[Extracted data entries]
--- START ---

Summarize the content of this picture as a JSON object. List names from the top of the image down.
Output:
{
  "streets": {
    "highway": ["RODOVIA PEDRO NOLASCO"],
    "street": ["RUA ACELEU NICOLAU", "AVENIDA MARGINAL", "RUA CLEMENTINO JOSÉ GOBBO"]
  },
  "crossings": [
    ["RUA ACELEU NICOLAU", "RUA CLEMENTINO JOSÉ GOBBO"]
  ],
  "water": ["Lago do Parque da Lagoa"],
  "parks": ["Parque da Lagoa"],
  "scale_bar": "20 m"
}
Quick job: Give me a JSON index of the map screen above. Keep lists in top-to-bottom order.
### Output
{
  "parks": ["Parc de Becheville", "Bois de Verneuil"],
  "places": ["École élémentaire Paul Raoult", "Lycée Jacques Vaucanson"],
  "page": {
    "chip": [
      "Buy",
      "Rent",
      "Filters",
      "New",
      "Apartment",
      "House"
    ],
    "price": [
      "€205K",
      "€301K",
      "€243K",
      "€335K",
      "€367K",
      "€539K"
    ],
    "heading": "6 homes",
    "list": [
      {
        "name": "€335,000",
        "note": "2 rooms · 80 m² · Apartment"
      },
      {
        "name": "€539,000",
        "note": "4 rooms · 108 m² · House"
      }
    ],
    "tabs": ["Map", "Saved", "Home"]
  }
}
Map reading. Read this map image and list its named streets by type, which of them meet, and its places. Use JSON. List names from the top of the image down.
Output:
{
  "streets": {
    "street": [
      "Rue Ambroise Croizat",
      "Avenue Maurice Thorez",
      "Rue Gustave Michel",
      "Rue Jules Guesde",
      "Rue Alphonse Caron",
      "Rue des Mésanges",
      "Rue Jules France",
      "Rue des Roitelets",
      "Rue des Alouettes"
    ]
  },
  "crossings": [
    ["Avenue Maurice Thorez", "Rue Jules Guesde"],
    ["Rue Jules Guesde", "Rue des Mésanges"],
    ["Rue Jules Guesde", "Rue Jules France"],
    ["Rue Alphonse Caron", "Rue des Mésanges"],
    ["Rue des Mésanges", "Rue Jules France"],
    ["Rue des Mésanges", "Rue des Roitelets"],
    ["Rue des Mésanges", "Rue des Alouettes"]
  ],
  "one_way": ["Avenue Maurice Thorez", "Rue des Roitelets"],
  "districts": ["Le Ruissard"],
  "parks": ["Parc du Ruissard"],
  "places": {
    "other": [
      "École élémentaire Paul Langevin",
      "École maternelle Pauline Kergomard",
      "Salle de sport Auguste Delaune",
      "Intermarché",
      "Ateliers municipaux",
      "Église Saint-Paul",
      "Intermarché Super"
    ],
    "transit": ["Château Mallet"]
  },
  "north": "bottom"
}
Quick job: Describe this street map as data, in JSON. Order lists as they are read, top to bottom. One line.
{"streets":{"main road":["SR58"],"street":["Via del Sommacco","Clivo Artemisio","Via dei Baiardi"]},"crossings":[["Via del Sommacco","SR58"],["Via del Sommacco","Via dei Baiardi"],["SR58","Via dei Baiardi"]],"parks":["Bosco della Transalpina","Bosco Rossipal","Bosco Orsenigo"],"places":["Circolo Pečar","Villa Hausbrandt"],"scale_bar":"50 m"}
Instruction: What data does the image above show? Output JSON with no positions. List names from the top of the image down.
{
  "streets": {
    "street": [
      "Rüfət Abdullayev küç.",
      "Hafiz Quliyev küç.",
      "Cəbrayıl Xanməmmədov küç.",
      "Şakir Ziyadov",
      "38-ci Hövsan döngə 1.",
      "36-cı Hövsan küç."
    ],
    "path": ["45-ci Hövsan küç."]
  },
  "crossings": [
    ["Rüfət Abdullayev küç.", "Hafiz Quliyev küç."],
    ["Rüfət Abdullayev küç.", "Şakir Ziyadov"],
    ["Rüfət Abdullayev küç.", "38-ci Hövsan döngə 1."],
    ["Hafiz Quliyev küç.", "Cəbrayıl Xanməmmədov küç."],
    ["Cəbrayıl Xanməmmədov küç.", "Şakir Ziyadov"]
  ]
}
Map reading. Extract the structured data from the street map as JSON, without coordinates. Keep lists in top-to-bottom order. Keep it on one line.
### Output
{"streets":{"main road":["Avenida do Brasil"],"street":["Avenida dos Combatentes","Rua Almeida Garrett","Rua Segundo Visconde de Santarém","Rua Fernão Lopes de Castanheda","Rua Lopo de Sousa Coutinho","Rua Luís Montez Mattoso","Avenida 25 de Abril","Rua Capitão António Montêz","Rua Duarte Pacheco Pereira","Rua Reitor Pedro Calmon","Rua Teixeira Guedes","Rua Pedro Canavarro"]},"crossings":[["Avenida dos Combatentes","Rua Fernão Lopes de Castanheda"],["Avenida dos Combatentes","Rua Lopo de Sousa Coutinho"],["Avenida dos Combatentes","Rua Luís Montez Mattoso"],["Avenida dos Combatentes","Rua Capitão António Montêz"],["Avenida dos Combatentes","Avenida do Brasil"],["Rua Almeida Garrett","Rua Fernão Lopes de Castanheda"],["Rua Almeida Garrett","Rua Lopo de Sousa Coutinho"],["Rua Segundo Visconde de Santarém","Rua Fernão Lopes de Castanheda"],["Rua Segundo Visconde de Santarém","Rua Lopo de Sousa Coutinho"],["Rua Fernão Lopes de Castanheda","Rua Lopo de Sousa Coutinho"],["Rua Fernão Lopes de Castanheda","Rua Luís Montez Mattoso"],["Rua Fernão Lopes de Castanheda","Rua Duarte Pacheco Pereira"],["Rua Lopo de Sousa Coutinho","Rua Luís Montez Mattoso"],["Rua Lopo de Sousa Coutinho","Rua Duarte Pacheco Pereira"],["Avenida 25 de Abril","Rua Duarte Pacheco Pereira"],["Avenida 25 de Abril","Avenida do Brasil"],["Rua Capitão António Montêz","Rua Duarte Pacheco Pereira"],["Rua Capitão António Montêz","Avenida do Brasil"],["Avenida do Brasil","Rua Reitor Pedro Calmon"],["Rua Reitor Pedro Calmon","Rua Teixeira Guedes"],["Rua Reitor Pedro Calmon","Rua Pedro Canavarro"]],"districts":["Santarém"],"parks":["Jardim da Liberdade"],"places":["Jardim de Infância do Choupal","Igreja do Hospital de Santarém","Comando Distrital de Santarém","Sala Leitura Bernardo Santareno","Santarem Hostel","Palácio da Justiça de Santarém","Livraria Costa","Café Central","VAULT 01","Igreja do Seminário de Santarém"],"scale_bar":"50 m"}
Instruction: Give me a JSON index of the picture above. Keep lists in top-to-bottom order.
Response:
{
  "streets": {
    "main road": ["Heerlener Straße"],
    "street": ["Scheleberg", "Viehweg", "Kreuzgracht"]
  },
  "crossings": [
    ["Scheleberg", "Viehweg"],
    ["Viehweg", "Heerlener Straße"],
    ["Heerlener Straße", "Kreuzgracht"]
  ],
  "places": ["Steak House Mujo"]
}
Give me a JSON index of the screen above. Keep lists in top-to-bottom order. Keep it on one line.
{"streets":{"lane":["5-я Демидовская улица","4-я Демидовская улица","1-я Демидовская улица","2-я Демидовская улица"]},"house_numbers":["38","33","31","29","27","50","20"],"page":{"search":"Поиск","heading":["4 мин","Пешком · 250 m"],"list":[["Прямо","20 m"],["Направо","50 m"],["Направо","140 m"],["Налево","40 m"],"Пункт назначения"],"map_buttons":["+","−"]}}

--- END ---

▸ **EXERCISE PROMPT**:
Retype the entries in full. Keep every line identical.

▸ **RESULT OF THIS TASK**:
Summarize the content of this picture as a JSON object. List names from the top of the image down.
Output:
{
  "streets": {
    "highway": ["RODOVIA PEDRO NOLASCO"],
    "street": ["RUA ACELEU NICOLAU", "AVENIDA MARGINAL", "RUA CLEMENTINO JOSÉ GOBBO"]
  },
  "crossings": [
    ["RUA ACELEU NICOLAU", "RUA CLEMENTINO JOSÉ GOBBO"]
  ],
  "water": ["Lago do Parque da Lagoa"],
  "parks": ["Parque da Lagoa"],
  "scale_bar": "20 m"
}
Quick job: Give me a JSON index of the map screen above. Keep lists in top-to-bottom order.
### Output
{
  "parks": ["Parc de Becheville", "Bois de Verneuil"],
  "places": ["École élémentaire Paul Raoult", "Lycée Jacques Vaucanson"],
  "page": {
    "chip": [
      "Buy",
      "Rent",
      "Filters",
      "New",
      "Apartment",
      "House"
    ],
    "price": [
      "€205K",
      "€301K",
      "€243K",
      "€335K",
      "€367K",
      "€539K"
    ],
    "heading": "6 homes",
    "list": [
      {
        "name": "€335,000",
        "note": "2 rooms · 80 m² · Apartment"
      },
      {
        "name": "€539,000",
        "note": "4 rooms · 108 m² · House"
      }
    ],
    "tabs": ["Map", "Saved", "Home"]
  }
}
Map reading. Read this map image and list its named streets by type, which of them meet, and its places. Use JSON. List names from the top of the image down.
Output:
{
  "streets": {
    "street": [
      "Rue Ambroise Croizat",
      "Avenue Maurice Thorez",
      "Rue Gustave Michel",
      "Rue Jules Guesde",
      "Rue Alphonse Caron",
      "Rue des Mésanges",
      "Rue Jules France",
      "Rue des Roitelets",
      "Rue des Alouettes"
    ]
  },
  "crossings": [
    ["Avenue Maurice Thorez", "Rue Jules Guesde"],
    ["Rue Jules Guesde", "Rue des Mésanges"],
    ["Rue Jules Guesde", "Rue Jules France"],
    ["Rue Alphonse Caron", "Rue des Mésanges"],
    ["Rue des Mésanges", "Rue Jules France"],
    ["Rue des Mésanges", "Rue des Roitelets"],
    ["Rue des Mésanges", "Rue des Alouettes"]
  ],
  "one_way": ["Avenue Maurice Thorez", "Rue des Roitelets"],
  "districts": ["Le Ruissard"],
  "parks": ["Parc du Ruissard"],
  "places": {
    "other": [
      "École élémentaire Paul Langevin",
      "École maternelle Pauline Kergomard",
      "Salle de sport Auguste Delaune",
      "Intermarché",
      "Ateliers municipaux",
      "Église Saint-Paul",
      "Intermarché Super"
    ],
    "transit": ["Château Mallet"]
  },
  "north": "bottom"
}
Quick job: Describe this street map as data, in JSON. Order lists as they are read, top to bottom. One line.
{"streets":{"main road":["SR58"],"street":["Via del Sommacco","Clivo Artemisio","Via dei Baiardi"]},"crossings":[["Via del Sommacco","SR58"],["Via del Sommacco","Via dei Baiardi"],["SR58","Via dei Baiardi"]],"parks":["Bosco della Transalpina","Bosco Rossipal","Bosco Orsenigo"],"places":["Circolo Pečar","Villa Hausbrandt"],"scale_bar":"50 m"}
Instruction: What data does the image above show? Output JSON with no positions. List names from the top of the image down.
{
  "streets": {
    "street": [
      "Rüfət Abdullayev küç.",
      "Hafiz Quliyev küç.",
      "Cəbrayıl Xanməmmədov küç.",
      "Şakir Ziyadov",
      "38-ci Hövsan döngə 1.",
      "36-cı Hövsan küç."
    ],
    "path": ["45-ci Hövsan küç."]
  },
  "crossings": [
    ["Rüfət Abdullayev küç.", "Hafiz Quliyev küç."],
    ["Rüfət Abdullayev küç.", "Şakir Ziyadov"],
    ["Rüfət Abdullayev küç.", "38-ci Hövsan döngə 1."],
    ["Hafiz Quliyev küç.", "Cəbrayıl Xanməmmədov küç."],
    ["Cəbrayıl Xanməmmədov küç.", "Şakir Ziyadov"]
  ]
}
Map reading. Extract the structured data from the street map as JSON, without coordinates. Keep lists in top-to-bottom order. Keep it on one line.
### Output
{"streets":{"main road":["Avenida do Brasil"],"street":["Avenida dos Combatentes","Rua Almeida Garrett","Rua Segundo Visconde de Santarém","Rua Fernão Lopes de Castanheda","Rua Lopo de Sousa Coutinho","Rua Luís Montez Mattoso","Avenida 25 de Abril","Rua Capitão António Montêz","Rua Duarte Pacheco Pereira","Rua Reitor Pedro Calmon","Rua Teixeira Guedes","Rua Pedro Canavarro"]},"crossings":[["Avenida dos Combatentes","Rua Fernão Lopes de Castanheda"],["Avenida dos Combatentes","Rua Lopo de Sousa Coutinho"],["Avenida dos Combatentes","Rua Luís Montez Mattoso"],["Avenida dos Combatentes","Rua Capitão António Montêz"],["Avenida dos Combatentes","Avenida do Brasil"],["Rua Almeida Garrett","Rua Fernão Lopes de Castanheda"],["Rua Almeida Garrett","Rua Lopo de Sousa Coutinho"],["Rua Segundo Visconde de Santarém","Rua Fernão Lopes de Castanheda"],["Rua Segundo Visconde de Santarém","Rua Lopo de Sousa Coutinho"],["Rua Fernão Lopes de Castanheda","Rua Lopo de Sousa Coutinho"],["Rua Fernão Lopes de Castanheda","Rua Luís Montez Mattoso"],["Rua Fernão Lopes de Castanheda","Rua Duarte Pacheco Pereira"],["Rua Lopo de Sousa Coutinho","Rua Luís Montez Mattoso"],["Rua Lopo de Sousa Coutinho","Rua Duarte Pacheco Pereira"],["Avenida 25 de Abril","Rua Duarte Pacheco Pereira"],["Avenida 25 de Abril","Avenida do Brasil"],["Rua Capitão António Montêz","Rua Duarte Pacheco Pereira"],["Rua Capitão António Montêz","Avenida do Brasil"],["Avenida do Brasil","Rua Reitor Pedro Calmon"],["Rua Reitor Pedro Calmon","Rua Teixeira Guedes"],["Rua Reitor Pedro Calmon","Rua Pedro Canavarro"]],"districts":["Santarém"],"parks":["Jardim da Liberdade"],"places":["Jardim de Infância do Choupal","Igreja do Hospital de Santarém","Comando Distrital de Santarém","Sala Leitura Bernardo Santareno","Santarem Hostel","Palácio da Justiça de Santarém","Livraria Costa","Café Central","VAULT 01","Igreja do Seminário de Santarém"],"scale_bar":"50 m"}
Instruction: Give me a JSON index of the picture above. Keep lists in top-to-bottom order.
Response:
{
  "streets": {
    "main road": ["Heerlener Straße"],
    "street": ["Scheleberg", "Viehweg", "Kreuzgracht"]
  },
  "crossings": [
    ["Scheleberg", "Viehweg"],
    ["Viehweg", "Heerlener Straße"],
    ["Heerlener Straße", "Kreuzgracht"]
  ],
  "places": ["Steak House Mujo"]
}
Give me a JSON index of the screen above. Keep lists in top-to-bottom order. Keep it on one line.
{"streets":{"lane":["5-я Демидовская улица","4-я Демидовская улица","1-я Демидовская улица","2-я Демидовская улица"]},"house_numbers":["38","33","31","29","27","50","20"],"page":{"search":"Поиск","heading":["4 мин","Пешком · 250 m"],"list":[["Прямо","20 m"],["Направо","50 m"],["Направо","140 m"],["Налево","40 m"],"Пункт назначения"],"map_buttons":["+","−"]}}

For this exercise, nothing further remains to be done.